■ What to work on:
Please return every line in the following data that includes the string "Serialize".

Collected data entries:
┌──
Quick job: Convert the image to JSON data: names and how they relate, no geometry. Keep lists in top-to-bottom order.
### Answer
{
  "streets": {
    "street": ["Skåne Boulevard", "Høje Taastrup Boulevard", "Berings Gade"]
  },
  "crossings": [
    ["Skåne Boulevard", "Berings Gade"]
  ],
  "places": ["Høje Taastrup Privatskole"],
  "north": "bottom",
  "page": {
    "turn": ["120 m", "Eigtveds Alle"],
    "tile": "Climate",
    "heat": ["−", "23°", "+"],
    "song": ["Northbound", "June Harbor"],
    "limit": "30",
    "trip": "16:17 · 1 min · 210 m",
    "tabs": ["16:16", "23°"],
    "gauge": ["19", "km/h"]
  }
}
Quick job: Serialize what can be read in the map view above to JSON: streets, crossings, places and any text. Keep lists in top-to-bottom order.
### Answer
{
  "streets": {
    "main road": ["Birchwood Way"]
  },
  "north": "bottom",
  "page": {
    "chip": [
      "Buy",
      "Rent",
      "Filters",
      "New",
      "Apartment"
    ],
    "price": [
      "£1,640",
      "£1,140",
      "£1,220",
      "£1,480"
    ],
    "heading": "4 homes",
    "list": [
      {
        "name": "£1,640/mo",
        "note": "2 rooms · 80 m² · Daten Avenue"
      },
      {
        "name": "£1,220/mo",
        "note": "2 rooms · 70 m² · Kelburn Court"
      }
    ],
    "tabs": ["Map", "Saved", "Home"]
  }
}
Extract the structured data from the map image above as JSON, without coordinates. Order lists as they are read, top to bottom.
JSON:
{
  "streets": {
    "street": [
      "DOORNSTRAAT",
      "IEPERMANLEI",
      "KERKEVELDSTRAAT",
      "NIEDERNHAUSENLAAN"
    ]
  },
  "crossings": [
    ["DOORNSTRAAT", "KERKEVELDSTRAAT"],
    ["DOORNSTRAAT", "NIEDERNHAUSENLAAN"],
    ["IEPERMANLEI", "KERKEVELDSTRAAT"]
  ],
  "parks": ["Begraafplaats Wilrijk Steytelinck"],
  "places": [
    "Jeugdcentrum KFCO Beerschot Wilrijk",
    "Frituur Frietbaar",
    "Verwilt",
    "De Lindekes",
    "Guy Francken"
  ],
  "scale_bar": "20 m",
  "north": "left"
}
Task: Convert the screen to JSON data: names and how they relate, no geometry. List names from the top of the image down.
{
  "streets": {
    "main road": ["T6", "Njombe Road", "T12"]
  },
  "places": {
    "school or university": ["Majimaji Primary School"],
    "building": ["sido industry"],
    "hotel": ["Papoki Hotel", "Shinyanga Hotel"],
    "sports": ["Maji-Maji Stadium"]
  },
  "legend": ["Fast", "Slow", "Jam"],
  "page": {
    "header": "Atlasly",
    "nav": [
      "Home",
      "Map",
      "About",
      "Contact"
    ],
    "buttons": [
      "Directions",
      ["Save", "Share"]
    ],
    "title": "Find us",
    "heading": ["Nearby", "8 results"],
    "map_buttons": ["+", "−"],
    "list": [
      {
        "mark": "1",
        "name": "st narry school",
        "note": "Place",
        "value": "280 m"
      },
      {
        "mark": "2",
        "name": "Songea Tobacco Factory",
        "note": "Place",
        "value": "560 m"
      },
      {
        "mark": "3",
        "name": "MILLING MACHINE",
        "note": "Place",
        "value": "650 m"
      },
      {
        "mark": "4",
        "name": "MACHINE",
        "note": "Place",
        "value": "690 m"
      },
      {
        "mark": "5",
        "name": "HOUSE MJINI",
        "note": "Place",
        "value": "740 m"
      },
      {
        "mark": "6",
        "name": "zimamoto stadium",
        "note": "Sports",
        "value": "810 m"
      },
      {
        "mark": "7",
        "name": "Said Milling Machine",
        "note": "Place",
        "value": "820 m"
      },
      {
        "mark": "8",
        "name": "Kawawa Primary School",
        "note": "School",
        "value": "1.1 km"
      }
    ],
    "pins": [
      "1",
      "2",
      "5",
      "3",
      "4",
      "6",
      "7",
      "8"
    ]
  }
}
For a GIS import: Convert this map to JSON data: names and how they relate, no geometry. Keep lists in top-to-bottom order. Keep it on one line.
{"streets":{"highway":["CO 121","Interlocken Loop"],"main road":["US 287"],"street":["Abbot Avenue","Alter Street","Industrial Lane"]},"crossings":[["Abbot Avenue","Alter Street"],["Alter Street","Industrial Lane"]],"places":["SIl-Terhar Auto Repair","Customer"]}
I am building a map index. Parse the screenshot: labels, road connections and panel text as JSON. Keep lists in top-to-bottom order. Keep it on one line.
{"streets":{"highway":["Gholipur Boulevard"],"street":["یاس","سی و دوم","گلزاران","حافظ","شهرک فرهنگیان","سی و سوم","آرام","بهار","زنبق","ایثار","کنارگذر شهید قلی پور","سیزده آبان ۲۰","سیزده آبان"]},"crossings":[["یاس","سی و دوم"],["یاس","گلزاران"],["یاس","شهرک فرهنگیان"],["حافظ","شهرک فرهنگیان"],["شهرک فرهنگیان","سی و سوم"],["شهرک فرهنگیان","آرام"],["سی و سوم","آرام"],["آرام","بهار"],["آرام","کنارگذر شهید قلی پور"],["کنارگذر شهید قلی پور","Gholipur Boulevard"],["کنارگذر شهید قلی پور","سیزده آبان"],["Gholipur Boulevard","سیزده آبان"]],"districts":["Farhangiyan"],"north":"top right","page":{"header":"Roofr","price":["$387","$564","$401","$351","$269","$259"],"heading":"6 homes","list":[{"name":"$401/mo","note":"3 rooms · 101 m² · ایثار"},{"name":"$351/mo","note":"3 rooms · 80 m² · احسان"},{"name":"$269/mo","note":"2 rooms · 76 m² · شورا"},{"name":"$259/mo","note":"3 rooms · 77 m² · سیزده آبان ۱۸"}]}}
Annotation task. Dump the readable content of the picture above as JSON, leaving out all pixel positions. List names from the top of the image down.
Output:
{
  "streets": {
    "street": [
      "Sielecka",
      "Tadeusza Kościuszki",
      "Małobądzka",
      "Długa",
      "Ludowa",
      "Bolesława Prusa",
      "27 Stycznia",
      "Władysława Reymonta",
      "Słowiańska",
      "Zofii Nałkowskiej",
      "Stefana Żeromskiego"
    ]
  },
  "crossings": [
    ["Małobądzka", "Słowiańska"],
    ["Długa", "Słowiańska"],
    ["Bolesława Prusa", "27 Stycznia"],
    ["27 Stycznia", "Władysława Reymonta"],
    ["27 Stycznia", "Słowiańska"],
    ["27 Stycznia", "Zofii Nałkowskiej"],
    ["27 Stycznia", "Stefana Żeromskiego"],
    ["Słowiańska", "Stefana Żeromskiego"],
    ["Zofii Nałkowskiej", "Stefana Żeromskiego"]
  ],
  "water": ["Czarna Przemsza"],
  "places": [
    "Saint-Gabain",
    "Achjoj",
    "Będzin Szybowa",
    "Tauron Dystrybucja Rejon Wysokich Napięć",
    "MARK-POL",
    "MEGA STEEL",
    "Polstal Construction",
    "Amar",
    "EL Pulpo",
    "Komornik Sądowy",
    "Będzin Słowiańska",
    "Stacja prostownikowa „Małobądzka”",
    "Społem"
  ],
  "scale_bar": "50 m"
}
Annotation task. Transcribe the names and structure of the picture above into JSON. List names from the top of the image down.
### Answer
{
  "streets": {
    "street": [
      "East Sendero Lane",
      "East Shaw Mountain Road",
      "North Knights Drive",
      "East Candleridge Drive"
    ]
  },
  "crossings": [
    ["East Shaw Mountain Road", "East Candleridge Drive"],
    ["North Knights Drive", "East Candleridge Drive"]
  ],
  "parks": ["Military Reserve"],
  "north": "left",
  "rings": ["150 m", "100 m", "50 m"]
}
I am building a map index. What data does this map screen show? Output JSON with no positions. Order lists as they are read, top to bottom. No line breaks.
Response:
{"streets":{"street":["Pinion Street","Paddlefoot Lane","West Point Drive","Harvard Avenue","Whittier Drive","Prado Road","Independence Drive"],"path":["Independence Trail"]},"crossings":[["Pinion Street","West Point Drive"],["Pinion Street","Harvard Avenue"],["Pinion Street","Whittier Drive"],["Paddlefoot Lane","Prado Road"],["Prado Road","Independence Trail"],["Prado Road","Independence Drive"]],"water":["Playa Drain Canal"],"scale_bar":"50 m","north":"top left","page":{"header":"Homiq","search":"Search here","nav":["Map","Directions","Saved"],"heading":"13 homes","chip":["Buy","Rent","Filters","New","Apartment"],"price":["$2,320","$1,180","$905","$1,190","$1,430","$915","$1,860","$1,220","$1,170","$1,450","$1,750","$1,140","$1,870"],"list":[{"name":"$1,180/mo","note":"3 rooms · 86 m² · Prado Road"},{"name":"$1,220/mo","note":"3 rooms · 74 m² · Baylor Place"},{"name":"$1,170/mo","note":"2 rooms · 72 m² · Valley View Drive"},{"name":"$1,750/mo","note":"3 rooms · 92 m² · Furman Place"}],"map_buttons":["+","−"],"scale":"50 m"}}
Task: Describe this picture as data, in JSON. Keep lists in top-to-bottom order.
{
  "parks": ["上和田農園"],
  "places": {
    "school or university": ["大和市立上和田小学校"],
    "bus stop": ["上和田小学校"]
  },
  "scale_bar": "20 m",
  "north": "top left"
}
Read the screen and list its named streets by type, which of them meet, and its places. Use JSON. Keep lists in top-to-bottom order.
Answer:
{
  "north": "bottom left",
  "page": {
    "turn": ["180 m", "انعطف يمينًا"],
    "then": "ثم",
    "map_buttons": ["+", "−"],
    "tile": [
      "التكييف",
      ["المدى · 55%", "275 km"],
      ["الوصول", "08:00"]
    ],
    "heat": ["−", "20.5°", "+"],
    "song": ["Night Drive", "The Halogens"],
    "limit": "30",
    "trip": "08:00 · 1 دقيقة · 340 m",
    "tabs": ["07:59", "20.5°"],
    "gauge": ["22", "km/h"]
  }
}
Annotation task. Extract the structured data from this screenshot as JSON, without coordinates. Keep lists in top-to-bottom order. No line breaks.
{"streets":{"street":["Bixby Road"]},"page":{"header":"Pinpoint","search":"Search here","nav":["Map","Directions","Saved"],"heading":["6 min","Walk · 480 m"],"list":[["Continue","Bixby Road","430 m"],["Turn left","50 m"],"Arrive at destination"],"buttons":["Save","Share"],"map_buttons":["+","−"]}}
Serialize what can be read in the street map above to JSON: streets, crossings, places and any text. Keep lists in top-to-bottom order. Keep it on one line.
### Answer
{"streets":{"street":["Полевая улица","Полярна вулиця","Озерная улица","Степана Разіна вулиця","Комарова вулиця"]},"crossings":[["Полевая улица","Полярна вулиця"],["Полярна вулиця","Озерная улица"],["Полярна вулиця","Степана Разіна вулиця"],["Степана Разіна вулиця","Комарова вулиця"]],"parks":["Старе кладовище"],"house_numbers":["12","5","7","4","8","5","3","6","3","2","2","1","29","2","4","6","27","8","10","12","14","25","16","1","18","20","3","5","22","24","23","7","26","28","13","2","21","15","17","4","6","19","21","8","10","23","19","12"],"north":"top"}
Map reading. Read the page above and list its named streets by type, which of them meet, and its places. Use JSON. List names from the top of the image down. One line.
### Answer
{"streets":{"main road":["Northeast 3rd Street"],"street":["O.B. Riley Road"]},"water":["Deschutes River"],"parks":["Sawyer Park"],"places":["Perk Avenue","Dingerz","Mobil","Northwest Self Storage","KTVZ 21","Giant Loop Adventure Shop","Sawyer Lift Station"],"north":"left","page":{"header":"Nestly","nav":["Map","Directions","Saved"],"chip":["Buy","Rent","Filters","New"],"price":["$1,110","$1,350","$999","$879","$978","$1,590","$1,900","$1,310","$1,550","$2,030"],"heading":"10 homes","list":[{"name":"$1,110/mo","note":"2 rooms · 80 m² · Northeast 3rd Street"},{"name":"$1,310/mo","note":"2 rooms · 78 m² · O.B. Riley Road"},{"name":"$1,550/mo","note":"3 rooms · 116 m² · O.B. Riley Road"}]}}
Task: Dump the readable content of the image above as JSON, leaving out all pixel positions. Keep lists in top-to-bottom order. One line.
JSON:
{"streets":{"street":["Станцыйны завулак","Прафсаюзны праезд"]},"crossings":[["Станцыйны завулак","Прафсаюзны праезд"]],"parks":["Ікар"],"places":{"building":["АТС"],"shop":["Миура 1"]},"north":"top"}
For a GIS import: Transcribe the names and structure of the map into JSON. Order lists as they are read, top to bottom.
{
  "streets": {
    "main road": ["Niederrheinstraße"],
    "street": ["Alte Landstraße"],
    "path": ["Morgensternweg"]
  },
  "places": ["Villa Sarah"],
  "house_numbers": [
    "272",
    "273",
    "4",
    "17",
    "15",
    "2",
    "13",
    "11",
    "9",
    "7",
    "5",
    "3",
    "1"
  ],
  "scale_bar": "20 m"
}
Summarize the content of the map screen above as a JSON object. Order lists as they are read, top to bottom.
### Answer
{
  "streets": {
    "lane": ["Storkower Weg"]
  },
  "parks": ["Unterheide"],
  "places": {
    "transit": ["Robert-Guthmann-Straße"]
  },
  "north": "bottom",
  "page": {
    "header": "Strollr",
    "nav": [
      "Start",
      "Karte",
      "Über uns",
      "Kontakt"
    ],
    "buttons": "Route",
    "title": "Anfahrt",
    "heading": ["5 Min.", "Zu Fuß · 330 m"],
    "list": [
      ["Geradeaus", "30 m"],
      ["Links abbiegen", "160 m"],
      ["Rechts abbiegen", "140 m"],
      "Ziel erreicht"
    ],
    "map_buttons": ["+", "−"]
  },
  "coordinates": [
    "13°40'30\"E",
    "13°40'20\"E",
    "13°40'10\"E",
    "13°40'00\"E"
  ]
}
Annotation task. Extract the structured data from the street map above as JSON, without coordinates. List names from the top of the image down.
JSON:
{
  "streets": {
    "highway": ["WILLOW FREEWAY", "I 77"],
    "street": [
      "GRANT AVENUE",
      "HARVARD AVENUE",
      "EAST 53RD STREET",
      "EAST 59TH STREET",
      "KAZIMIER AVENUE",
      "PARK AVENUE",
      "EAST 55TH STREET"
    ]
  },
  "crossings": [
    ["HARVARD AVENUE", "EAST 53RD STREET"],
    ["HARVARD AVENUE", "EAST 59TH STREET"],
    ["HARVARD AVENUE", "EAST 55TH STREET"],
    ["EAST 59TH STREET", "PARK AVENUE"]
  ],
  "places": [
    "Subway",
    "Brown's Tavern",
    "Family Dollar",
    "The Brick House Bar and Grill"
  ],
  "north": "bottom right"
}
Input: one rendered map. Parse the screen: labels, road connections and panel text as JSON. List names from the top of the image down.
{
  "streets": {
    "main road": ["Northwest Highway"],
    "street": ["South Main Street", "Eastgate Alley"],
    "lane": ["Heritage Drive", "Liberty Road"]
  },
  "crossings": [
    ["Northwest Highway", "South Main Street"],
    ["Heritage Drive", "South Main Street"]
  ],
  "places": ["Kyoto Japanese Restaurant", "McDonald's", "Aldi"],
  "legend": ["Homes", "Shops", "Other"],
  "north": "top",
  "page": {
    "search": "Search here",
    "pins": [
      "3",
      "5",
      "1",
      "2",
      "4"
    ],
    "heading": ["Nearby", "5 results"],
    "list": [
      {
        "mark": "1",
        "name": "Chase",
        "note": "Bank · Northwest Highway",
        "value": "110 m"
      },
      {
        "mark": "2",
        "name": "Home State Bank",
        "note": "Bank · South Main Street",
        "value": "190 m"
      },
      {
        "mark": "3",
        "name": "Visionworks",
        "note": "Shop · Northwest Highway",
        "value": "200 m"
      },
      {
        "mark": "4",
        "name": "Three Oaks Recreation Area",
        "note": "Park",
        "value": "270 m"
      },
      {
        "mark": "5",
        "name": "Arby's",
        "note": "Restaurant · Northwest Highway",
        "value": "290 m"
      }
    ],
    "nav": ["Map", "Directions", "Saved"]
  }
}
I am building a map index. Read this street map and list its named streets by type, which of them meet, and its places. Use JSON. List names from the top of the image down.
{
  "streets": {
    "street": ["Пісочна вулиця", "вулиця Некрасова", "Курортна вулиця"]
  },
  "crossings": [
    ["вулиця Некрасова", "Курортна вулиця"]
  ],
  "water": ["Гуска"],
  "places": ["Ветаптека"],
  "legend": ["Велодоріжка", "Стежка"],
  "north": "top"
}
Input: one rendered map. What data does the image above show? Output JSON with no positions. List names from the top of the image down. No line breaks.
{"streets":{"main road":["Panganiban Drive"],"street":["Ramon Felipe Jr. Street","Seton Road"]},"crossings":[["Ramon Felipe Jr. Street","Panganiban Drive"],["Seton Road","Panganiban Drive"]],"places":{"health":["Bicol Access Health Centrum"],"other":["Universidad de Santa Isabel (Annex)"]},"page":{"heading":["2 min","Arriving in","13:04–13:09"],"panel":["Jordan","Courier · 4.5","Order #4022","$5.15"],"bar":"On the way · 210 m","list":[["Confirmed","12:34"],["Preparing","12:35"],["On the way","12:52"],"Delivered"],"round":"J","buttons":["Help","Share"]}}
└──
■ Task solution:
Quick job: Serialize what can be read in the map view above to JSON: streets, crossings, places and any text. Keep lists in top-to-bottom order.
Serialize what can be read in the street map above to JSON: streets, crossings, places and any text. Keep lists in top-to-bottom order. Keep it on one line.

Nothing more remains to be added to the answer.